Cannabis, workplace impairment, and 5 questions to consider

Cannabis, workplace impairment, and 5 questions to consider

Cannabis, workplace impairment, and 5 questions to consider 3438 5157 Heidi McLean

workplace impairmentWhat used to be black and white, and is now suddenly gray all over? When marijuana use was simply illegal, employers could legally make employment decisions based on use alone. As states decriminalize the use of medical marijuana, recreational marijuana, and CBD oil, the conversation gets much more complicated. Nowhere is it more important to pay close attention than in the workplace.

What are some of the complicating factors?

Marijuana products are increasingly finding their way legally into workers’ lifestyles. While marijuana’s presence in the workplace isn’t new, several factors complicate today’s iteration of the conversation:

  • Even as states decriminalize recreational use, federal laws ban marijuana production and use
  • Hemp-extracted CBD oil—formulated with very low levels of THC—is legal to use in all 50 states
  • Medical marijuana licenses provide legal protections for certain users
  • Current drug testing methods focus largely on use and are limited in their ability to test for impairment

What do we do about workplace impairment?

Even in a world where some marijuana use is legal, employers are still required to manage impairment. Trends show a push toward treating cannabis more like alcohol and focusing efforts on impairment rather than on use.

For example, while employers can’t tell employees not to drink, they can require employees not to be drunk at work. Even if the drinking happened outside of the office, drunkenness in the workplace hinders workers’ ability to do their job. To varying degrees, and depending on the role (operating heavy machinery, for example), workplace impairment could affect the employee, company equipment, and the public.

Can we talk about legal stuff for a minute?

For every case that rules in favor of the employee, there’s one that rules in favor of the employer. As individual cases play out in the courtrooms, time will tell which ones set the precedent as the law of the land.

In California’s Ross v. Ragingwire case, the courts ruled in favor of the employer, citing the California Fair Employment and Housing Act (FEHA), which does not require employers to accommodate medical marijuana use.

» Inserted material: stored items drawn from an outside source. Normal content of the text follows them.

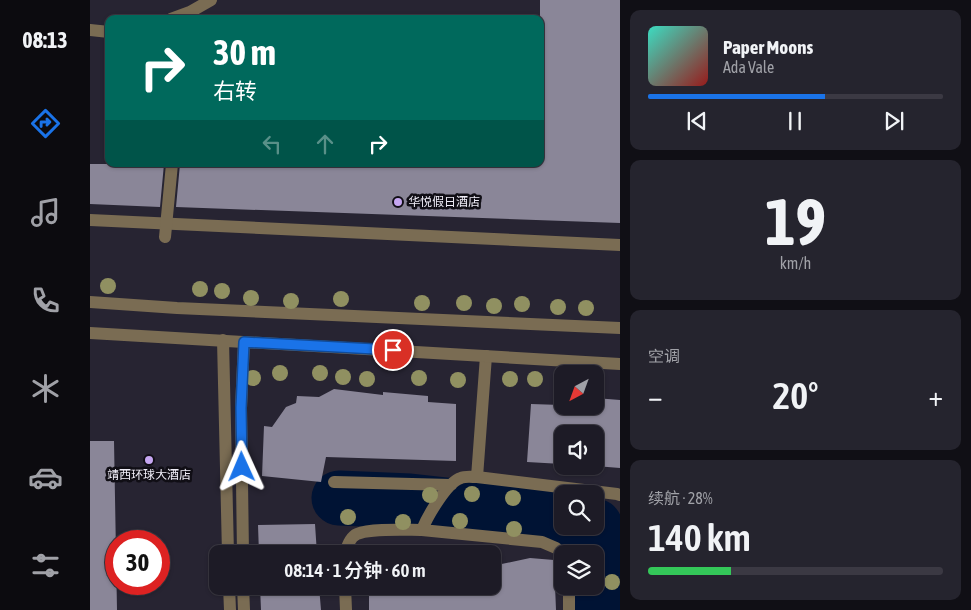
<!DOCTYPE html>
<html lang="zh">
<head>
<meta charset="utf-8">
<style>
  :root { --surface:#1d1b26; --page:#25242e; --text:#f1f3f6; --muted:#a0a1a7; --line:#3b3943; --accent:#1a73e8 }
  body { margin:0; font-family:"Asap Condensed","Noto Sans SC",sans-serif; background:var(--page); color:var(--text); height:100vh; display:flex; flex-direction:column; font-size:19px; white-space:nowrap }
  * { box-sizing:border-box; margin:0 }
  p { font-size:16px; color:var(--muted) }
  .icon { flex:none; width:28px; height:28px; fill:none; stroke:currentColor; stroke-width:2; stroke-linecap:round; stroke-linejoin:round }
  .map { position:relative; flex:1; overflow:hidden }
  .panel { display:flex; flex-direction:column; gap:10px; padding:10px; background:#100f15; width:351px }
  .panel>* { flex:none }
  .guide { position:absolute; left:15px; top:15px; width:439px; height:152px; border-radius:10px; box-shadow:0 1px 4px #0004,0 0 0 1px var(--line); background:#00695c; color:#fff; overflow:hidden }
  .needle { width:32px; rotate:221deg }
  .tools { position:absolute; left:464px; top:365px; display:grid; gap:10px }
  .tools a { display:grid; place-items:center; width:50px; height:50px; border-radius:10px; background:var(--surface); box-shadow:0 1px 4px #0004,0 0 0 1px var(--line); font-size:25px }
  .speed { position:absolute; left:15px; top:530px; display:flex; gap:10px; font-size:25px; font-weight:700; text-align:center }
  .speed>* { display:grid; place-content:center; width:65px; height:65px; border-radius:50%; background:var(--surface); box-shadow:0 1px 4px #0004,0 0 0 1px var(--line); line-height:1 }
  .speed .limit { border:8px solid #d22; background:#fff; color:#111 }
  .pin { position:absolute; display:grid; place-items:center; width:42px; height:42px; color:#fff; margin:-21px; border:2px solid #fff; border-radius:50%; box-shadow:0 1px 5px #0007 }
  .me { position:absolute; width:55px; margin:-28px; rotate:359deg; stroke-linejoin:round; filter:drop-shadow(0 0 4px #0008) }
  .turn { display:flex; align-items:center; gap:18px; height:105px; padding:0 25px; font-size:22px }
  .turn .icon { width:65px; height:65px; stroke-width:2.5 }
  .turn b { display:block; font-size:35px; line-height:42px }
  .lanes { display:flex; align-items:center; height:48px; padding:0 25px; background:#0003; justify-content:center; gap:25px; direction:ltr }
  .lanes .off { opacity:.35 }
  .big { font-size:38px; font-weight:600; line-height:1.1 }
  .panel .tile { flex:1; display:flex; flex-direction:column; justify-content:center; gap:8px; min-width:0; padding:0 18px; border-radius:10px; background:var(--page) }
  .panel .dial { align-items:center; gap:0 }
  .dial b { font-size:65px; line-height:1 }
  .song { display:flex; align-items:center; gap:15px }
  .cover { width:60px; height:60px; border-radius:8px; background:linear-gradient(135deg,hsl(170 70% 55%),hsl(0 70% 35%)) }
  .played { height:5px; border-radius:2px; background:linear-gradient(90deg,var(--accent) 60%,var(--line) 60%) }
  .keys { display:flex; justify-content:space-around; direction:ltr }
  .heat { display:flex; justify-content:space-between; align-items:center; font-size:28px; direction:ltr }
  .charge { height:8px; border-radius:4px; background:linear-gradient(90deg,#34c759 28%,var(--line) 0) }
  .trip { position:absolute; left:119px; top:545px; width:292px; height:50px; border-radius:10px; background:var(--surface); box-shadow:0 1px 4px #0004,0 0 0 1px var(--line); font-weight:600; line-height:50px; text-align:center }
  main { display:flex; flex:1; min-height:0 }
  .tabs { display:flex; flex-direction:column; width:90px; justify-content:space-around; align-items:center; background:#0c0b0f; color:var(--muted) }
  .tabs .icon { width:35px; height:35px }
  .tabs .active { color:var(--accent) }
  .tabs b { font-size:22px; color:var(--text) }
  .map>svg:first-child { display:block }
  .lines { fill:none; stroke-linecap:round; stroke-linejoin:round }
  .river { stroke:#001334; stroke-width:55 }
  .building { fill:#8a8698 }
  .lane { stroke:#7a6c53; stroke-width:12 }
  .street { stroke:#7a6c53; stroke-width:12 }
  .tree { fill:#909061 }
  .route-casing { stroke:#114b97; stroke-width:12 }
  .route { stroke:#1a73e8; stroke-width:9 }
  .poi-dot { fill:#c5a6f1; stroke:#100e15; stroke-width:2 }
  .labels { text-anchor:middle; stroke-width:5; stroke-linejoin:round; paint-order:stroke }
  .poi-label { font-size:12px; fill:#f0eef8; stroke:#100e15; text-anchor:start }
</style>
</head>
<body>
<main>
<nav class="tabs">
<b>08:13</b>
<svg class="icon active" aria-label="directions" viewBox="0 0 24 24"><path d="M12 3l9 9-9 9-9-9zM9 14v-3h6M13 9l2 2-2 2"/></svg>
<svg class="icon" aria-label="music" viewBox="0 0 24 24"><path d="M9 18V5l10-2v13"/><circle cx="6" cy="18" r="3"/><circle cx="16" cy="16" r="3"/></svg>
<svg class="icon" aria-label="phone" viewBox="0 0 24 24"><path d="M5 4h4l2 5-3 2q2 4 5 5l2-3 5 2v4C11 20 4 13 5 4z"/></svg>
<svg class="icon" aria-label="climate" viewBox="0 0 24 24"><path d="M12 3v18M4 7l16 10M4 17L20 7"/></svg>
<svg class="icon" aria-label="car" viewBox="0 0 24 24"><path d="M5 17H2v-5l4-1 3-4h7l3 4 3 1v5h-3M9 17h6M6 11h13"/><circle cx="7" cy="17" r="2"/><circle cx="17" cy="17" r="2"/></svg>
<svg class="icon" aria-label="filters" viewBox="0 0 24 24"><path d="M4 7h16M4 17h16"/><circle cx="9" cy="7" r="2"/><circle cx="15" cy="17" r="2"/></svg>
</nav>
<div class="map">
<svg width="530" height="610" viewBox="0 0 530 610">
  <rect width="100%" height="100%" fill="#272432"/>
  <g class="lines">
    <path class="river" d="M249,498L320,501L472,518
      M505,526L507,538L506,610"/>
  </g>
  <path class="building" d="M450,0H530V223L86,207L90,164H450Z
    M0,164H74L70,207L0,204Z
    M244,389L293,395V392L338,396V402L366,404V461L236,457L231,482L172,476L174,426L182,427L196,407L206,403L207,396L229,397Z
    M471,394H472V406H505V398L530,400V468L505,466V434H472V464L437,462L441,404L471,405Z
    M0,441H24L27,610H0Z
    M225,524L227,554H169L168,525Z
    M440,558L464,560L466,610H279V586H402V566Z
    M170,586H229L231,610H171Z"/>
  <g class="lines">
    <path class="lane" d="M0,220L530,245
      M387,477L527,494L530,495
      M244,482L361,485
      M332,530L452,542L466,548L473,554
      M255,554C257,546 260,537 267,534C281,528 316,530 332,530C337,517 357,482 371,478C375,476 382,477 387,477L396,356
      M255,586L256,610
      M479,586V610"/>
    <path class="street" d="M81,19L100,12L121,0
      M0,30L19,32
      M75,237L82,164
      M0,302L87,308L530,328
      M0,333L530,364
      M133,340L138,554
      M153,554L151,408L154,342
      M139,586L140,610
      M153,586L154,610"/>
  </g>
  <g class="tree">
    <circle cx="18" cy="286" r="8"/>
    <circle cx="110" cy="289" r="8"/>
    <circle cx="132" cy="291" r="8"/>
    <circle cx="161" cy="298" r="8"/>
    <circle cx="251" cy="299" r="8"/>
    <circle cx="201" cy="301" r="8"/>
    <circle cx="332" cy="303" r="8"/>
    <circle cx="374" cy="303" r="8"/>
    <circle cx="432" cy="304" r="8"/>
    <circle cx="404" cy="306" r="8"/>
    <circle cx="468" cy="307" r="8"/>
    <circle cx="496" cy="308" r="8"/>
    <circle cx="190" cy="373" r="8"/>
    <circle cx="230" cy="373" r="8"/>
    <circle cx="253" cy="377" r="8"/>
    <circle cx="163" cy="378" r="8"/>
    <circle cx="329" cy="378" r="8"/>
    <circle cx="277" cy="379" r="8"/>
    <circle cx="420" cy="379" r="8"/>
    <circle cx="445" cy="379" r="8"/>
    <circle cx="368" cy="380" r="8"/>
    <circle cx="382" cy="494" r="8"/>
    <circle cx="340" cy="495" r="8"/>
    <circle cx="423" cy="498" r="8"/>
    <circle cx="258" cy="517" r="8"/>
    <circle cx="370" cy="521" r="8"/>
    <circle cx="313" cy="522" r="8"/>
    <circle cx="424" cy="529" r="8"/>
    <circle cx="522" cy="582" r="8"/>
  </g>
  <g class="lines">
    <g class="route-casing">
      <path id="route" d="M152,467L151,408L154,342L303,350"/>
    </g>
    <use href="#route" class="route"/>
  </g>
  <g class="poi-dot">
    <circle cx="308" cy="202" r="5"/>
    <circle cx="59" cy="460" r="5"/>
  </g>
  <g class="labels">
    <g class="poi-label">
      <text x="318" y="206">华悦假日酒店</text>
      <text x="59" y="479" text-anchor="middle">靖西环球大酒店</text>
    </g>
  </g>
</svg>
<div class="tools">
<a><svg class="needle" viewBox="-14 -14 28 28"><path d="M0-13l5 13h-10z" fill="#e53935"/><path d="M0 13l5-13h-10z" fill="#a0a1a7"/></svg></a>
<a><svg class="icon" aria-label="sound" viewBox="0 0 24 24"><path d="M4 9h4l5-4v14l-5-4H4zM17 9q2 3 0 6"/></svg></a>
<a><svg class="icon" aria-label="search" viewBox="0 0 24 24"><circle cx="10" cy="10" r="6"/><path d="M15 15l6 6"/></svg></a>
<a><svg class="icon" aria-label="layers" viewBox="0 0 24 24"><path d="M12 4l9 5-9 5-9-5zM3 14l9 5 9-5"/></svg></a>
</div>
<div class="speed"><div class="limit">30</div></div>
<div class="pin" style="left:303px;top:350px;background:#d93025"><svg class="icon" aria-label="arrive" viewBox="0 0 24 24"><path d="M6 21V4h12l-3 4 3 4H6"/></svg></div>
<svg class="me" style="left:152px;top:467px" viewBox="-20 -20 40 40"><path d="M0-17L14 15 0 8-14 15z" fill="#1a73e8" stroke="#fff" stroke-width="4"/></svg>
<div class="trip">08:14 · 1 分钟 · 60 m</div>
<div class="guide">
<div class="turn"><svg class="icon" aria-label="right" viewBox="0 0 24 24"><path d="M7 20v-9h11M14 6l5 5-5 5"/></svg><div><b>30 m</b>右转</div></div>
<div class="lanes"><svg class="icon off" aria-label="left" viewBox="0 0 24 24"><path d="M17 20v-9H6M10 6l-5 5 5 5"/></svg><svg class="icon off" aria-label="ahead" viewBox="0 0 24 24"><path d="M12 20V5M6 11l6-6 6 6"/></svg><svg class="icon" aria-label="right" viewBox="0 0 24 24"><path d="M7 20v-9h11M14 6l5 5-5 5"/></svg></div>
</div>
</div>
<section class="panel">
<div class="tile">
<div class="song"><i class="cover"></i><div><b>Paper Moons</b><p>Ada Vale</p></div></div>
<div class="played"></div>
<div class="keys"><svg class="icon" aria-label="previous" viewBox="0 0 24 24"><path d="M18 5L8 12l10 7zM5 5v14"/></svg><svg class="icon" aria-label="pause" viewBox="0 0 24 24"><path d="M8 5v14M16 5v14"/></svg><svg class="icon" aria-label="next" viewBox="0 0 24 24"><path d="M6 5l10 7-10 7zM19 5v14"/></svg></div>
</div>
<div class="tile dial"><b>19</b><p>km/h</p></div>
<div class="tile"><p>空调</p>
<div class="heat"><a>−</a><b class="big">20°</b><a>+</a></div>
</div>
<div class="tile"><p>续航 · 28%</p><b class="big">140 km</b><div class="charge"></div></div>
</section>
</main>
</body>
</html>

On the other end of the spectrum, in Whitmire v. Wal-Mart Stores, Inc., the court sided with an employee with a medical marijuana card. It determined that Walmart could not fire her simply for testing positive for marijuana metabolites. She was a legal user who claimed not to smoke at or before work. To justify her dismissal, Walmart would need to prove she was impaired at work—a much harder task. 

How do we update our policies to evolve with the times?

Black and white “zero tolerance” statements may not serve employers’ best interests anymore, but that doesn’t mean it’s a free for all. It’s really about updating your workplace policies and complying with best practices. Know the rules in your state and update your policies and procedures accordingly. Consider including a definition of workplace impairment and detailing progressive discipline policies to address the behavioral challenges.

Should employers identify signs of impairment (glassy eyes, changes in behavior, etc.), well-written policies and procedures can guide the response and remove as much subjectivity as possible.

What about hiring and firing?

Hiring and firing bring up challenges from both legal and operational standpoints. First, a note on the legal side: in most states that have decriminalized marijuana use, businesses are still legally able to fire workers who test positive. This is the case here in Colorado. On the other hand, in Maine (another state that has legalized recreational use) companies are no longer able to fire or refuse to hire someone for using marijuana outside work.

Even where employers can legally make hiring and firing decisions based on use, the same article indicates that some companies are still testing for other drugs but dropping marijuana in the pre-screening tests. The article quoted James Reidy, an employment lawyer, saying that some companies have a hard enough time filling positions and “don’t want to exclude a whole group of people.” Instead, “companies are thinking harder about the types of jobs that should realistically require marijuana tests. If a manufacturing worker, for instance, isn’t driving a forklift or operating industrial machinery, employers may deem a marijuana test unnecessary.”

The bottom line

Regardless of anyone’s personal feelings about cannabis, the conversation around marijuana use and workplace impairment is changing. This affects businesses whether they want to think about it or not. As always, there is no gray area in this simple fact: addressing changes proactively makes life better later.